While water levels on the flooded Missouri River are dropping, officials want safety awareness to remain high. This week’s rain prompted flash-flooding in southwest Iowa which led to building collapses, evacuations and daring rescues of trapped residents in the Council Bluffs area. Brigadier General John McMahon, of the U-S Army Corps of Engineers, says the public can’t let down its guard.
“I would caution everybody that we have to continue to be very vigilant in so far as the risks associated with this flooding,” General McMahon says. “The water is still high, it’s moving fast and there’s erosion and other effects. We’ve got to be vigilant in terms of how the levees, both the temporary and the permanent ones, are performing. We’re not out of the woods yet.” Releases of water from upriver reservoirs, like Gavins Point Dam near Yankton, South Dakota, are being cut back daily. That process started last Friday and will continue through month’s end. Still, South Dakota Governor Dennis Daugaard (DO-guard) warns that significant danger lurks as the release levels drop. He says the next week or so will be crucial.

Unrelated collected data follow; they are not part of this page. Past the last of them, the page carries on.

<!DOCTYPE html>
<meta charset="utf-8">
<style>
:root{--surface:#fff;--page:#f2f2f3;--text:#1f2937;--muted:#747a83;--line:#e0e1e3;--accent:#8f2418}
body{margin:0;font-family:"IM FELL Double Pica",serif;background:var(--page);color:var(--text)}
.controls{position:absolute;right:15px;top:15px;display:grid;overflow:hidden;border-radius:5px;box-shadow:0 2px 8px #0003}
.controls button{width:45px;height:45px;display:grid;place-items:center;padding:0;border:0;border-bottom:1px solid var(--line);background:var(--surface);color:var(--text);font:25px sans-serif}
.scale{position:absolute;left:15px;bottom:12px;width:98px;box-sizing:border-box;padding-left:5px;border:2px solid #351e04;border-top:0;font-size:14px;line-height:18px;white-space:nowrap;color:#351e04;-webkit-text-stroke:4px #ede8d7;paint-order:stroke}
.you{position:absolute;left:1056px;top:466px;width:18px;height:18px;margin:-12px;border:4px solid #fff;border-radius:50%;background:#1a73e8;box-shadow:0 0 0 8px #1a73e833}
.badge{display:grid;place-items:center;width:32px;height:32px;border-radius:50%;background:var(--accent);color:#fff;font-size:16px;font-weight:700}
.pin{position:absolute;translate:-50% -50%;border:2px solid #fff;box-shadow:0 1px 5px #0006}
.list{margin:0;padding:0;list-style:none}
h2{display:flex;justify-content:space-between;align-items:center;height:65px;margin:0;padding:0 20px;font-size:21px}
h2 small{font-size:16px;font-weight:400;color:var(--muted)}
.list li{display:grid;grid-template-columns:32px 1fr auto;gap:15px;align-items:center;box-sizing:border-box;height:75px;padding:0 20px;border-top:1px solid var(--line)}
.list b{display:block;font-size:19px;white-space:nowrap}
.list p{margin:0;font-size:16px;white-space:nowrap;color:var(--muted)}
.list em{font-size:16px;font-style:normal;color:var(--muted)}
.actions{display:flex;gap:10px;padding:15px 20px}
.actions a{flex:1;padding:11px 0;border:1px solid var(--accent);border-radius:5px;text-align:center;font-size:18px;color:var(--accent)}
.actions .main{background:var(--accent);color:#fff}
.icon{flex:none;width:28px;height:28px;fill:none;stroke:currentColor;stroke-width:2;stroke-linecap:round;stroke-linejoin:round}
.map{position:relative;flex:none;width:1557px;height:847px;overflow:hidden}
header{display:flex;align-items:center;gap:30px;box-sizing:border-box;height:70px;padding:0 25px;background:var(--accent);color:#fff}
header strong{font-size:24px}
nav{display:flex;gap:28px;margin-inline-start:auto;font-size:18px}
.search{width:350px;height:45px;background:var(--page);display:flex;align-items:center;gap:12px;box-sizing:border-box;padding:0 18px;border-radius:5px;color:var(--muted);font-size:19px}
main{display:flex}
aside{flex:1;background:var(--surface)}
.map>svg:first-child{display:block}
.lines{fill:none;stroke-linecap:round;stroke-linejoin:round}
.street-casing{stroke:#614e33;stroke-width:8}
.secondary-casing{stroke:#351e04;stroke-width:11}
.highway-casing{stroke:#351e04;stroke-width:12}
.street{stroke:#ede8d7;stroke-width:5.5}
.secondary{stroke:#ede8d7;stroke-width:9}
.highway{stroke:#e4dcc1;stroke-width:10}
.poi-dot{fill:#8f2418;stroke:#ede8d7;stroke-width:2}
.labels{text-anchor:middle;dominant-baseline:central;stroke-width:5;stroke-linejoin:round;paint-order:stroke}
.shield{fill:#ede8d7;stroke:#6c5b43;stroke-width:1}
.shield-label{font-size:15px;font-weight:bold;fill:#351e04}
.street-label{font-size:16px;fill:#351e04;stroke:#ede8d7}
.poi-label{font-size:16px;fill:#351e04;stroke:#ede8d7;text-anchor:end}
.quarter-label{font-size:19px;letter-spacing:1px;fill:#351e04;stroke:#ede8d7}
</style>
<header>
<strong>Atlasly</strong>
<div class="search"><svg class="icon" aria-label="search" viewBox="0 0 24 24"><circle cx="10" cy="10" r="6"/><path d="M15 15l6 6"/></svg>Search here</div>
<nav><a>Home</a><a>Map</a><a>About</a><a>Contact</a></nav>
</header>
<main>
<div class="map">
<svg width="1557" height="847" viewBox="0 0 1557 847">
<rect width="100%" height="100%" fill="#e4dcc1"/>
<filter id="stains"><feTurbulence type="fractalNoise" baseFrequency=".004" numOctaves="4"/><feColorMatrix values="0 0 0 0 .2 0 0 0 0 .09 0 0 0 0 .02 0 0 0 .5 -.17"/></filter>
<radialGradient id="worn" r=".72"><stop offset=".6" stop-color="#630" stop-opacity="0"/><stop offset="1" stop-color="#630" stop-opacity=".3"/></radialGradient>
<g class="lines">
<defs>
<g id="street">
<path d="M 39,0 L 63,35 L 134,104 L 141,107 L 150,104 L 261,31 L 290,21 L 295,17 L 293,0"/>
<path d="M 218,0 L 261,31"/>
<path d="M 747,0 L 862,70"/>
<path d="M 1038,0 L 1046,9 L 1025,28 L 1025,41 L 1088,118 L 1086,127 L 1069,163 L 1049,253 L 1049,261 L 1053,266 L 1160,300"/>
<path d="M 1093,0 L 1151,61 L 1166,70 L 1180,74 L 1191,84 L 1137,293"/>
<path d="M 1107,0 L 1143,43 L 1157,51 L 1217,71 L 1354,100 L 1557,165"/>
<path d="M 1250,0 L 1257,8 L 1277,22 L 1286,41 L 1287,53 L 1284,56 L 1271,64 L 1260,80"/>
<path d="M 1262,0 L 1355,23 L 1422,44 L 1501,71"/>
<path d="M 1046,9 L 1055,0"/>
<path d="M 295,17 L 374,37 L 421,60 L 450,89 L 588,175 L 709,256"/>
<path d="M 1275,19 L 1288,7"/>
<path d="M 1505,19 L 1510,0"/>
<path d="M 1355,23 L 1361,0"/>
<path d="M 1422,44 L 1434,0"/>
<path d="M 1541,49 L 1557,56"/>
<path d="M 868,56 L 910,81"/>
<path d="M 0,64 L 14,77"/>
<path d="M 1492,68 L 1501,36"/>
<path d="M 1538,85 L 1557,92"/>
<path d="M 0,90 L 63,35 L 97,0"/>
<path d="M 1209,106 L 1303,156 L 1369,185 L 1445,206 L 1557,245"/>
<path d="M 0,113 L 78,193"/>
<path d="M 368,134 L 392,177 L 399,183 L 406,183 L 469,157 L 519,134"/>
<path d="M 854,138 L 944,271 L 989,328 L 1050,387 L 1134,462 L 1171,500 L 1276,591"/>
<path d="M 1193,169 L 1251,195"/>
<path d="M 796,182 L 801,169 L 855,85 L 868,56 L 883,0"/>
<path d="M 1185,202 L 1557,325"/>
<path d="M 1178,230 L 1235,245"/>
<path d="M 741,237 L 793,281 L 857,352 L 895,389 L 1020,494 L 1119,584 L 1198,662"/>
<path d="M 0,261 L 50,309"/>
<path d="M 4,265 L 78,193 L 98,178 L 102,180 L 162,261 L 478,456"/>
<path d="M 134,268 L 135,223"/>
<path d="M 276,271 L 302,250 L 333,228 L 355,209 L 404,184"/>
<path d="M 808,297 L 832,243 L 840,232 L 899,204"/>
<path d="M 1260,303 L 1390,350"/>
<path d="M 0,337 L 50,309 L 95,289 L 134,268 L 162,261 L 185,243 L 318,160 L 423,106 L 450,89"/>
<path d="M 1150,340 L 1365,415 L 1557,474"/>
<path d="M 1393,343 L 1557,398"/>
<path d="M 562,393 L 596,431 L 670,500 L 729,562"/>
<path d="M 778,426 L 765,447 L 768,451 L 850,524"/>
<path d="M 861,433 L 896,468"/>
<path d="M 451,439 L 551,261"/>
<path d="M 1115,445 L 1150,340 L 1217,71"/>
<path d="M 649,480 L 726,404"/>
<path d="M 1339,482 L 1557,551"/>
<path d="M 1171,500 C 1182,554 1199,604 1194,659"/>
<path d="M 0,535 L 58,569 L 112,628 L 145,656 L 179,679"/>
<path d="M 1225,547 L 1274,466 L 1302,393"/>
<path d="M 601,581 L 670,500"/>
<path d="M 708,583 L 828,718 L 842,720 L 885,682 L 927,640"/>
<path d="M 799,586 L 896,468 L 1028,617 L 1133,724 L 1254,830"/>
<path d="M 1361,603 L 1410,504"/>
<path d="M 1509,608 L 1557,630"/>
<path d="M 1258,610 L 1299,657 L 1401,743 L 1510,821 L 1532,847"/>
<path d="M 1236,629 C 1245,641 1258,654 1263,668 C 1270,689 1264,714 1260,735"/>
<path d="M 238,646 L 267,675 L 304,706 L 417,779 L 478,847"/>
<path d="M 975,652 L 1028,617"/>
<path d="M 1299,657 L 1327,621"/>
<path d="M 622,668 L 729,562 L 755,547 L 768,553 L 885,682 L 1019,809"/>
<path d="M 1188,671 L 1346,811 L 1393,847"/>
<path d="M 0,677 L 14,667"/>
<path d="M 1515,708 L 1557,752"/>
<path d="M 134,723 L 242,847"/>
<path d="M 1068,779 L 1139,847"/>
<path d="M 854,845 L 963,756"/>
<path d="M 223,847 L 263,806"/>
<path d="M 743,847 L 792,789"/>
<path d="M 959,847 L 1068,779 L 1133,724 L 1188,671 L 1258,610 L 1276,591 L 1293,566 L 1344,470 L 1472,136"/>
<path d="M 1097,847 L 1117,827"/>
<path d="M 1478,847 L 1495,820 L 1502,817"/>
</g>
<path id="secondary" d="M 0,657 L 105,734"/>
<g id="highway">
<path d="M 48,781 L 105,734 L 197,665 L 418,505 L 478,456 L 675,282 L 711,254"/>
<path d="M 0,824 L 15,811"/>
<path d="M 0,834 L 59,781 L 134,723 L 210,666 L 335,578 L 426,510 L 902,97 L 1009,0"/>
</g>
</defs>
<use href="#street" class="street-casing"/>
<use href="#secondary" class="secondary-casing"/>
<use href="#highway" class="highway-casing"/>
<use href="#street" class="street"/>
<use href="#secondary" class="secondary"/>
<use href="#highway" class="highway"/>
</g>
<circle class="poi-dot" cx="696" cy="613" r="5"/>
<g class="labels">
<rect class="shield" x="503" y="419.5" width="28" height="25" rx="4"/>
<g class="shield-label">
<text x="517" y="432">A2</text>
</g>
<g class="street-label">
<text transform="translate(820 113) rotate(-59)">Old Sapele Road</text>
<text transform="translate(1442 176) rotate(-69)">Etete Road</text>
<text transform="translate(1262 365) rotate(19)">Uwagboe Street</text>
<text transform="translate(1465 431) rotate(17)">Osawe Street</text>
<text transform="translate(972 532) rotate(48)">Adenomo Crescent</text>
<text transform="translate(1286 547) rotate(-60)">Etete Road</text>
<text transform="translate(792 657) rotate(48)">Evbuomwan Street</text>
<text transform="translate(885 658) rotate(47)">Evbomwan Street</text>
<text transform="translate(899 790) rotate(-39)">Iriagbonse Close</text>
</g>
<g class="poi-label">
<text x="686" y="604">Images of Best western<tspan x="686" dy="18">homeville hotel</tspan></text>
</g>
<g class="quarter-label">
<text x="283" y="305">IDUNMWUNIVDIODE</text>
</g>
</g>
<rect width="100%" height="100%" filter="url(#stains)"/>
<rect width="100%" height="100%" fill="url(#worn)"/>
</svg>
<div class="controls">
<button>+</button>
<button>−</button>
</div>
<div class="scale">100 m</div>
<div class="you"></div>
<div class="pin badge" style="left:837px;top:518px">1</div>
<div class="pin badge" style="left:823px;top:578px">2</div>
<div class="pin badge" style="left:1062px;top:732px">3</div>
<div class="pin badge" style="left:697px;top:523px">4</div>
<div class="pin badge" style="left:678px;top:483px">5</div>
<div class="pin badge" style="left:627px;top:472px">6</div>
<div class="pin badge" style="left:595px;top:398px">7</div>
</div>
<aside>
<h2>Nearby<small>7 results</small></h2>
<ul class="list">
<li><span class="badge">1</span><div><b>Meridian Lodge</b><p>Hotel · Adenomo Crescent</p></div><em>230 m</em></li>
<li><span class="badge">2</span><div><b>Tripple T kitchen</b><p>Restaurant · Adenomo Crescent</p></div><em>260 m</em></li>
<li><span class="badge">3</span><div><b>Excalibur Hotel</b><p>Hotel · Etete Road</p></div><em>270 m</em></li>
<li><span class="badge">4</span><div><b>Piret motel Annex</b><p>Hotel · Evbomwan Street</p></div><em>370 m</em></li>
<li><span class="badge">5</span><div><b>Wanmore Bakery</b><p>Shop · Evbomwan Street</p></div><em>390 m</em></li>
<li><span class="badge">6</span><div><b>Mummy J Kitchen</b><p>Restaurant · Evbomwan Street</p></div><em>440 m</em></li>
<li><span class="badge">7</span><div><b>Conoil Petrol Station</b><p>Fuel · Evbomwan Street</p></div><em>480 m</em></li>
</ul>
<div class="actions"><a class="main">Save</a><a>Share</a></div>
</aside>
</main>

“If there is going to be a catastrophic failure of any levee, it probably could occur during that time,” Governor Daugaard says. “We want to urge our citizens not to become complacent, which is easy to do, because they see the end in sight, the light at the end of the tunnel.” Daugaard says residents in all states along the Missouri River need to remain at the ready for potential risks.
“We really have to be careful as the subjacent weight of the water draws away, the super-saturated soils that make up those levees could slough,” he says. “It’s very important that we have vigilance on those levees during this next ten-day period and not allow our citizens to become complacent.” Iowa’s Governor Branstad met in Omaha last week with his counterparts from a half-dozen other Missouri River states to discuss avenues to prevent a repeat of the summer-long flooding. While the water has been high more than two months already, Missouri Governor Jay Nixon says it could be October before the flooded waterway returns to normal.
“When you have a system this charged, it’s important for the public to know they always need to be careful,” Governor Nixon says. “We’ve lost a National Guardsman coming back from duty, we’ve lost a trooper that we’re still searching for. It’s a very dangerous river. Everybody out there should be well aware of the danger and the power of this much water moving this quickly. No, this is not over, not until it gets back inside its banks and it’s a long way from getting there.”
Releases from Gavins Point topped out around 160-thousand cubic feet per second (CFS) — or around one-point-one million gallons per second. By month’s end, the releases should be down to 90-thousand C-F-S. Those reductions will halt on September 1st, allowing the Corps to inspect the system’s levees and dams.